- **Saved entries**

##############################

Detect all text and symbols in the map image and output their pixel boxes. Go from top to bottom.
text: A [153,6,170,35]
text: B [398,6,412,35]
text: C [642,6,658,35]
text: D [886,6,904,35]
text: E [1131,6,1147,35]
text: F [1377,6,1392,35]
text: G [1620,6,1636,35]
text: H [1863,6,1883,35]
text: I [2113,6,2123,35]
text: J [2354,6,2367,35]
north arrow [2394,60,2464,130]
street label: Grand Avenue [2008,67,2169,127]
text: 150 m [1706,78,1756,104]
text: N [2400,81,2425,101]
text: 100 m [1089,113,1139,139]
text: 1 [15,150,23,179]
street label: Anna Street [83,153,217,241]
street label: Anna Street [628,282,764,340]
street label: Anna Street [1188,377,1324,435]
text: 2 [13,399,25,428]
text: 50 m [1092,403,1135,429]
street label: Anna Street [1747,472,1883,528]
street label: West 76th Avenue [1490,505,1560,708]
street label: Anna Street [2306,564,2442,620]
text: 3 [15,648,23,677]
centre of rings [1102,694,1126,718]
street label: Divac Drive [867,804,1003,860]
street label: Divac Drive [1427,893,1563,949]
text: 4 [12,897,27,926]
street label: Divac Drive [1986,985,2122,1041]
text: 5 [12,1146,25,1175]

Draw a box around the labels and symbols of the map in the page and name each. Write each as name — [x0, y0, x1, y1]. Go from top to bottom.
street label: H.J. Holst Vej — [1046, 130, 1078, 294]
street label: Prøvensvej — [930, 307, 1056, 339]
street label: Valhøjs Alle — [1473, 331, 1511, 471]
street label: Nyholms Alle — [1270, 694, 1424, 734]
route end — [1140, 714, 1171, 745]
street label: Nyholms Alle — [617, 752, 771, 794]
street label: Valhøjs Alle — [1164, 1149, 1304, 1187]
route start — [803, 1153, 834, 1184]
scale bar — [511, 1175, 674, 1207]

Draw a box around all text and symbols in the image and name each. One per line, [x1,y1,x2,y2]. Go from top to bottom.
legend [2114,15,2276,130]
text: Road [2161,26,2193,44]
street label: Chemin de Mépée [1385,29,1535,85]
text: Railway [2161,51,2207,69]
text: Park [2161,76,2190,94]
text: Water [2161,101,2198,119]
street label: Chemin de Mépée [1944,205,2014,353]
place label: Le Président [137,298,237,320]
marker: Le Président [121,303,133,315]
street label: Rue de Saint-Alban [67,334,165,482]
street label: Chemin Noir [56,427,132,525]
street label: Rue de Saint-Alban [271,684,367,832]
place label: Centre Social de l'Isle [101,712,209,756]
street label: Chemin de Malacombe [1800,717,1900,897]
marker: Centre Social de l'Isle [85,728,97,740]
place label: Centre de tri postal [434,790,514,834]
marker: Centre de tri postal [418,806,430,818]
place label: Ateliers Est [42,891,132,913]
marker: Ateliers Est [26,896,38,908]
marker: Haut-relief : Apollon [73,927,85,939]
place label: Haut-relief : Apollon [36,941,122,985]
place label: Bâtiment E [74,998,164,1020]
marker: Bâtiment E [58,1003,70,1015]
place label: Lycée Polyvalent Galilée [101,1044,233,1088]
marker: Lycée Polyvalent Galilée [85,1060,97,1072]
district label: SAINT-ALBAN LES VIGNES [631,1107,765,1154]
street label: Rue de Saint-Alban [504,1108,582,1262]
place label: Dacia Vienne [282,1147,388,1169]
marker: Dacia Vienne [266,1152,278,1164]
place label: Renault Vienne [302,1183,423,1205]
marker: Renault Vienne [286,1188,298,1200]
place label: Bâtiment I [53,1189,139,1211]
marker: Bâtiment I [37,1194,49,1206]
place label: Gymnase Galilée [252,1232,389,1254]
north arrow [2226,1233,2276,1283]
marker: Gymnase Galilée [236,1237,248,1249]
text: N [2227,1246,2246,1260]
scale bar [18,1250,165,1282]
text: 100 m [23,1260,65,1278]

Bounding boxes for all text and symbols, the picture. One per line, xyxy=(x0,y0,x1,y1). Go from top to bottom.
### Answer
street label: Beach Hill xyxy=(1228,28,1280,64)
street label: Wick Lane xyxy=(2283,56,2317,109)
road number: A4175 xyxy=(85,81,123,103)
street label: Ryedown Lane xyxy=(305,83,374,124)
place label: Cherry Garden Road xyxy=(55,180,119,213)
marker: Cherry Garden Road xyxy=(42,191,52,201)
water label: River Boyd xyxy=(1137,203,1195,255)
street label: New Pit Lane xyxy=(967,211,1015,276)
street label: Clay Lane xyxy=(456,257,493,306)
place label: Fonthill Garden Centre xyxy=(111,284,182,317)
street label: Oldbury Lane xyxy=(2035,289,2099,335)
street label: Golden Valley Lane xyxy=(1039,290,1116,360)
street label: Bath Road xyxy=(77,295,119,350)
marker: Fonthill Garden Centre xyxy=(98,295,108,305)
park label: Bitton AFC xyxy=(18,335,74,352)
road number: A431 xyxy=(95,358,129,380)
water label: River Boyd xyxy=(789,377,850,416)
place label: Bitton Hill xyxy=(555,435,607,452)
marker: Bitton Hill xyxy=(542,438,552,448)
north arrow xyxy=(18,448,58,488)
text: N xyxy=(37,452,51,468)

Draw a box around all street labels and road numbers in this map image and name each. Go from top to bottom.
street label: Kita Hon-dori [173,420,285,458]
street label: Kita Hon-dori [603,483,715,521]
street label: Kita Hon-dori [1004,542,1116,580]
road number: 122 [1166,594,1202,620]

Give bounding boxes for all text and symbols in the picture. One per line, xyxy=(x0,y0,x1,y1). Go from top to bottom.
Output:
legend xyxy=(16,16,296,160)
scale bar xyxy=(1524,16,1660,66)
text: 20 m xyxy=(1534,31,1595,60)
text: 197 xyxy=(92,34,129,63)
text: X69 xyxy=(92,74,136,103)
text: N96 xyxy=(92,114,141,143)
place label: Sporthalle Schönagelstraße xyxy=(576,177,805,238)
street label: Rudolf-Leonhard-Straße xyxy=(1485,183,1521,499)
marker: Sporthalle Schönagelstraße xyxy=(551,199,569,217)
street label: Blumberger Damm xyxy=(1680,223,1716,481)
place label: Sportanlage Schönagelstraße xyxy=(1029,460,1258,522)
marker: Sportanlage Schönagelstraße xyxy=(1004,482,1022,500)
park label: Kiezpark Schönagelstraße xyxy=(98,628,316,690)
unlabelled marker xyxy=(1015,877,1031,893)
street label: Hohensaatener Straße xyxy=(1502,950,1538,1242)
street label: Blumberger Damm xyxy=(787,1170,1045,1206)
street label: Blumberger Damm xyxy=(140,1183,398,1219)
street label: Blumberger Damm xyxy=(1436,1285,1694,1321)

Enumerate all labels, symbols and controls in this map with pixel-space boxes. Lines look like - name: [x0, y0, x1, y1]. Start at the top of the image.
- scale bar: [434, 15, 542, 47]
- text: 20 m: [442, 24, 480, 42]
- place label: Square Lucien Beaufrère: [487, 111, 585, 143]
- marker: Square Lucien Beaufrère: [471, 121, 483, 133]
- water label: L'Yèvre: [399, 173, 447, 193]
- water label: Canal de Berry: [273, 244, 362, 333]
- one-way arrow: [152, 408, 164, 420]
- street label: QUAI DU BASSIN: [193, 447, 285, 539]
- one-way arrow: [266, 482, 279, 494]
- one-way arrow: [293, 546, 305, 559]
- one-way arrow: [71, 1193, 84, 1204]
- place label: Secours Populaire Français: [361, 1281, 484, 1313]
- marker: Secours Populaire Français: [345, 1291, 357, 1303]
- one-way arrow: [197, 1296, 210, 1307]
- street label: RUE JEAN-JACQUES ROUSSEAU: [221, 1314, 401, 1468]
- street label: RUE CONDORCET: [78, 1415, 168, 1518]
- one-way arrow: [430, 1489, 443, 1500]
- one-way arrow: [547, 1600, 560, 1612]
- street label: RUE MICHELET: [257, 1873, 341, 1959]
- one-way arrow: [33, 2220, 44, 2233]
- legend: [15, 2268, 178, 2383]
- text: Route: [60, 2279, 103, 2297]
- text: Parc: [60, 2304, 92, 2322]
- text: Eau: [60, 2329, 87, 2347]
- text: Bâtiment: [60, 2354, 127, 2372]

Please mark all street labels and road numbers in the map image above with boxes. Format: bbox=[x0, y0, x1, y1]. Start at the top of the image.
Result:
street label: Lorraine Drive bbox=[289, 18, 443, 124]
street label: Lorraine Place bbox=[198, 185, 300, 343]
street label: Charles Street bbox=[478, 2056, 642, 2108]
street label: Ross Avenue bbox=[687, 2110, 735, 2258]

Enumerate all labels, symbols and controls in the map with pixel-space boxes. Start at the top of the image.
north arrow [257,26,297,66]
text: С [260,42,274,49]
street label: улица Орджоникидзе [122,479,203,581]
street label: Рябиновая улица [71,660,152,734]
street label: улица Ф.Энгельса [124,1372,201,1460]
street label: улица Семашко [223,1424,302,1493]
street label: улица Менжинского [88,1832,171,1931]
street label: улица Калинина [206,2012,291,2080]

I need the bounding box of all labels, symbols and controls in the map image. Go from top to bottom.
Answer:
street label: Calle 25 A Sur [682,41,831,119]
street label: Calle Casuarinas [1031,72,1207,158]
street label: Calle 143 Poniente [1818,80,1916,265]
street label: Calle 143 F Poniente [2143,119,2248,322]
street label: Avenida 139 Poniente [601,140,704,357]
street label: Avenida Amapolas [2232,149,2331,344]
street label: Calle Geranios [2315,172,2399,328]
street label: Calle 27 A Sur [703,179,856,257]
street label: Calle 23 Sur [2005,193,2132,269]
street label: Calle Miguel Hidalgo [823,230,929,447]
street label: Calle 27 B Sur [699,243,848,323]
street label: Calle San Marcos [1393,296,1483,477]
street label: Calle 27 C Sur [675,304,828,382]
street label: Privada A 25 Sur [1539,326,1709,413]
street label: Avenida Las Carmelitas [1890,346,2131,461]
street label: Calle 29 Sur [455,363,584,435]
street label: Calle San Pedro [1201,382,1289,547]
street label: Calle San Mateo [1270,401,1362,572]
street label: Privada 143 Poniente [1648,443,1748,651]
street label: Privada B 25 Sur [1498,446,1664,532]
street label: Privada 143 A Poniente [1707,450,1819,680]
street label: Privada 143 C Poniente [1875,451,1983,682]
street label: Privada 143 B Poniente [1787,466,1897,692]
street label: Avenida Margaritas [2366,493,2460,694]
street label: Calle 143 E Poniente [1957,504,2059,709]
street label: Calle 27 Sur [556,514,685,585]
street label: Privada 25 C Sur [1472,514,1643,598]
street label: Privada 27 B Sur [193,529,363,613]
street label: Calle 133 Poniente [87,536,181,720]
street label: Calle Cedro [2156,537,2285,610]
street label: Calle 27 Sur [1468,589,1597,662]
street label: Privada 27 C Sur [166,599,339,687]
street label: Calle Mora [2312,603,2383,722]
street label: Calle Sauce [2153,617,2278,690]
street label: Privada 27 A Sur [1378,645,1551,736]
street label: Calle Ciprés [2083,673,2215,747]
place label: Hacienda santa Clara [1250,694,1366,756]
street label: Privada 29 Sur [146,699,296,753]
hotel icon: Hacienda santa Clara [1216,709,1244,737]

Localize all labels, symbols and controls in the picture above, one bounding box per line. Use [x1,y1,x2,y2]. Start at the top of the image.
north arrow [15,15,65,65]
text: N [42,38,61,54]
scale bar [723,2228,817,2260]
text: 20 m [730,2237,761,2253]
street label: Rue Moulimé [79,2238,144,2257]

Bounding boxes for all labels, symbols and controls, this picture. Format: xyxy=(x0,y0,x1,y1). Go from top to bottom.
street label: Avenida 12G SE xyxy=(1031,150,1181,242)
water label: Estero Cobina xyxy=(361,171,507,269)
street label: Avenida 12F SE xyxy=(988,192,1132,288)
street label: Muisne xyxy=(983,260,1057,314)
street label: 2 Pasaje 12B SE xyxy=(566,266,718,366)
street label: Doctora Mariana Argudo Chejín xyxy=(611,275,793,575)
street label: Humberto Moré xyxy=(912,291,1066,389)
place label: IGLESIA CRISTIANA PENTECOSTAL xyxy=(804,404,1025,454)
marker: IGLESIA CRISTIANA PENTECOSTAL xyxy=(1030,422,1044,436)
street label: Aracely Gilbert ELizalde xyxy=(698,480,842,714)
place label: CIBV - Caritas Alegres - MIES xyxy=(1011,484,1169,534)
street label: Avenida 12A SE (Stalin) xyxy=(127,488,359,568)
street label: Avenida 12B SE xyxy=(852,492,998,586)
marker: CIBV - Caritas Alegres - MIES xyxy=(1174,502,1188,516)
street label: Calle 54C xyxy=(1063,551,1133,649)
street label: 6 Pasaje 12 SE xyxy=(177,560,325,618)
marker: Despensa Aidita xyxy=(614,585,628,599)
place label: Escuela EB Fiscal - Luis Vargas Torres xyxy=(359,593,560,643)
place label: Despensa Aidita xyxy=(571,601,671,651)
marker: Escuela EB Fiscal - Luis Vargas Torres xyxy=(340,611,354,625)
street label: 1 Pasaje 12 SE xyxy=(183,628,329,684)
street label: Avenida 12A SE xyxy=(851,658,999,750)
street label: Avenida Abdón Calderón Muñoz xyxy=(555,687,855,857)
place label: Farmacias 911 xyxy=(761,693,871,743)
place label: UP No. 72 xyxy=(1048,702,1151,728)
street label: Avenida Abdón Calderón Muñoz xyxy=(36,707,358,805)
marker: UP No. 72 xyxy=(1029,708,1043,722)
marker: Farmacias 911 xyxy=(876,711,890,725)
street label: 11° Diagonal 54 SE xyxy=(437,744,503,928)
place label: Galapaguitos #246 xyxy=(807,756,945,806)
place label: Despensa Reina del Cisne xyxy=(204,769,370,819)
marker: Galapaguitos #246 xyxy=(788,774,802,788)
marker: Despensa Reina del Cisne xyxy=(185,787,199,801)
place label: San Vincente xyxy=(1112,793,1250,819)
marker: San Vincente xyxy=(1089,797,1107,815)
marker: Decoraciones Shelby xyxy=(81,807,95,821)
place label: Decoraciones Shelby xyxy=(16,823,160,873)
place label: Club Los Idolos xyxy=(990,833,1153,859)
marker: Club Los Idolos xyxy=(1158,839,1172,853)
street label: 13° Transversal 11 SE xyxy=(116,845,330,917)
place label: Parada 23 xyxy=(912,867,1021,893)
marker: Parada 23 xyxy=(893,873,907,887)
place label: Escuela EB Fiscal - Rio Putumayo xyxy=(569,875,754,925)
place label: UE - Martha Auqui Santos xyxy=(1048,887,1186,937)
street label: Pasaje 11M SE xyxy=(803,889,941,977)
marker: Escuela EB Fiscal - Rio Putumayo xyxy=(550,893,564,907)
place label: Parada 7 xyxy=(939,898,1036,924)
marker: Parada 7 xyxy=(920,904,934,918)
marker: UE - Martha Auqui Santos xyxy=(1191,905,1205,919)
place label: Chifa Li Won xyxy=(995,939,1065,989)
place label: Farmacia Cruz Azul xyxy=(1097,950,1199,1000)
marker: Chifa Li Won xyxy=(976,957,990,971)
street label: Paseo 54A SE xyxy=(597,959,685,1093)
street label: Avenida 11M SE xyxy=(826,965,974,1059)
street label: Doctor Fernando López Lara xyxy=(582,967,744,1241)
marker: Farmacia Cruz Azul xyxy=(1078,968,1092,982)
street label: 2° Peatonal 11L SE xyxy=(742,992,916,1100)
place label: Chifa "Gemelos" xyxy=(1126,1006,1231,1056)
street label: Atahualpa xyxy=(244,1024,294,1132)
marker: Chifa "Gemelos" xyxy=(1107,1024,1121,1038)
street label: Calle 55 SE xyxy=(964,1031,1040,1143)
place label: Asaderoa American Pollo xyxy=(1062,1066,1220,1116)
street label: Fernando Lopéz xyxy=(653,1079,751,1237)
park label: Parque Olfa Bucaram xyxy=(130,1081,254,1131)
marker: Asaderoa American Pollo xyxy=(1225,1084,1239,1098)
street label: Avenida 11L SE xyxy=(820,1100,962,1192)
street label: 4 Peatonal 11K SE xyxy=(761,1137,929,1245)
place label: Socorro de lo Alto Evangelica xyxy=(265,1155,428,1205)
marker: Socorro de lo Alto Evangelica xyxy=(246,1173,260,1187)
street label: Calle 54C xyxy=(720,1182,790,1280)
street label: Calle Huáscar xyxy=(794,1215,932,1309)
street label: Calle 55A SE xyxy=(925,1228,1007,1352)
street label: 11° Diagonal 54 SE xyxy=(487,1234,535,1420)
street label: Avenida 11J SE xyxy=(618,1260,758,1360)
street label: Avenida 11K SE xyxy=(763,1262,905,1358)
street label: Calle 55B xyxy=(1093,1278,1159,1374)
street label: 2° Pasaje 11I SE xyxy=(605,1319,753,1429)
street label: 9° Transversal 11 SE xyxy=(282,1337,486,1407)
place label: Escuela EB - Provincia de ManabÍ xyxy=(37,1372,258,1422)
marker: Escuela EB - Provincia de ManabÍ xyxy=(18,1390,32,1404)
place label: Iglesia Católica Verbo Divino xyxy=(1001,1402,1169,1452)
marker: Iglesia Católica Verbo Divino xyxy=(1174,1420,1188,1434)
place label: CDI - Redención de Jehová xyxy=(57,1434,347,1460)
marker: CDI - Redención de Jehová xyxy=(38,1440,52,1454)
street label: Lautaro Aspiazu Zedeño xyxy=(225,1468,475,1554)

##############################

- **Task instructions**
Since only a number is wanted, please say how many lines in the data include the word "Boyd".

- **Result of this task**
2